Exercise prompt
Copy out the records so that each line matches the original.

The records
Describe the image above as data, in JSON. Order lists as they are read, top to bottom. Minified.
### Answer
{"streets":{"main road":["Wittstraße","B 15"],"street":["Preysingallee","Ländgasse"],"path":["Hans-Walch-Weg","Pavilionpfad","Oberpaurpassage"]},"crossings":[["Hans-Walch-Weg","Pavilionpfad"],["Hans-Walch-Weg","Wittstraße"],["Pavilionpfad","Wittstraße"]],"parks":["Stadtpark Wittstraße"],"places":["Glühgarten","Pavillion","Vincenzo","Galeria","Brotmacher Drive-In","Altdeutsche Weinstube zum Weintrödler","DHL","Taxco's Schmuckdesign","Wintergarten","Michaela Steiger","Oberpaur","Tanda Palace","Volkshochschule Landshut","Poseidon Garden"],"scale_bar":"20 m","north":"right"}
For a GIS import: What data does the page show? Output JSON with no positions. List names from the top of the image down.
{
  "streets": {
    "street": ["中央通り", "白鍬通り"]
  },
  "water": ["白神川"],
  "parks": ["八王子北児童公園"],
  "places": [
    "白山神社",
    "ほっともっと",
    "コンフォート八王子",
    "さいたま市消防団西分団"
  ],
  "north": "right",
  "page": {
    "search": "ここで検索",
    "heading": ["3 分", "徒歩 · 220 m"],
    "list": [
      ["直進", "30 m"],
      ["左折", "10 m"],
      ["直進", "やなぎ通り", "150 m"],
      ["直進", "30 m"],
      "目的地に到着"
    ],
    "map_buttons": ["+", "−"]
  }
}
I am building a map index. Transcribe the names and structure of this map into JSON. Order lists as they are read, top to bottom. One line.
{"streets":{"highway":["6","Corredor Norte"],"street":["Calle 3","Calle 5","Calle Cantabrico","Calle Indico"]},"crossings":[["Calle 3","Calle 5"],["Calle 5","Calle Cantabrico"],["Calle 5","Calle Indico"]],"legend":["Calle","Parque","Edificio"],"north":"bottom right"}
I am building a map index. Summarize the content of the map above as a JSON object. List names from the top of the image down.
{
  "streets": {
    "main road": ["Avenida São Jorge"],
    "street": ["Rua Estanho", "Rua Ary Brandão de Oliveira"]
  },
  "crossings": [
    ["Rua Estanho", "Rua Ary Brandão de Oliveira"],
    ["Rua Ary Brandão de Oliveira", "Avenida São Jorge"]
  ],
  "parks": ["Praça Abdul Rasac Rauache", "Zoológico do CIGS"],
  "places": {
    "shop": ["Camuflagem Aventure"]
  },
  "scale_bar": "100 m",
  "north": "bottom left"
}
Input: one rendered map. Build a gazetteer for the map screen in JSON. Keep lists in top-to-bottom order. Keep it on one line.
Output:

Solved problem
Describe the image above as data, in JSON. Order lists as they are read, top to bottom. Minified.
### Answer
{"streets":{"main road":["Wittstraße","B 15"],"street":["Preysingallee","Ländgasse"],"path":["Hans-Walch-Weg","Pavilionpfad","Oberpaurpassage"]},"crossings":[["Hans-Walch-Weg","Pavilionpfad"],["Hans-Walch-Weg","Wittstraße"],["Pavilionpfad","Wittstraße"]],"parks":["Stadtpark Wittstraße"],"places":["Glühgarten","Pavillion","Vincenzo","Galeria","Brotmacher Drive-In","Altdeutsche Weinstube zum Weintrödler","DHL","Taxco's Schmuckdesign","Wintergarten","Michaela Steiger","Oberpaur","Tanda Palace","Volkshochschule Landshut","Poseidon Garden"],"scale_bar":"20 m","north":"right"}
For a GIS import: What data does the page show? Output JSON with no positions. List names from the top of the image down.
{
  "streets": {
    "street": ["中央通り", "白鍬通り"]
  },
  "water": ["白神川"],
  "parks": ["八王子北児童公園"],
  "places": [
    "白山神社",
    "ほっともっと",
    "コンフォート八王子",
    "さいたま市消防団西分団"
  ],
  "north": "right",
  "page": {
    "search": "ここで検索",
    "heading": ["3 分", "徒歩 · 220 m"],
    "list": [
      ["直進", "30 m"],
      ["左折", "10 m"],
      ["直進", "やなぎ通り", "150 m"],
      ["直進", "30 m"],
      "目的地に到着"
    ],
    "map_buttons": ["+", "−"]
  }
}
I am building a map index. Transcribe the names and structure of this map into JSON. Order lists as they are read, top to bottom. One line.
{"streets":{"highway":["6","Corredor Norte"],"street":["Calle 3","Calle 5","Calle Cantabrico","Calle Indico"]},"crossings":[["Calle 3","Calle 5"],["Calle 5","Calle Cantabrico"],["Calle 5","Calle Indico"]],"legend":["Calle","Parque","Edificio"],"north":"bottom right"}
I am building a map index. Summarize the content of the map above as a JSON object. List names from the top of the image down.
{
  "streets": {
    "main road": ["Avenida São Jorge"],
    "street": ["Rua Estanho", "Rua Ary Brandão de Oliveira"]
  },
  "crossings": [
    ["Rua Estanho", "Rua Ary Brandão de Oliveira"],
    ["Rua Ary Brandão de Oliveira", "Avenida São Jorge"]
  ],
  "parks": ["Praça Abdul Rasac Rauache", "Zoológico do CIGS"],
  "places": {
    "shop": ["Camuflagem Aventure"]
  },
  "scale_bar": "100 m",
  "north": "bottom left"
}
Input: one rendered map. Build a gazetteer for the map screen in JSON. Keep lists in top-to-bottom order. Keep it on one line.
Output:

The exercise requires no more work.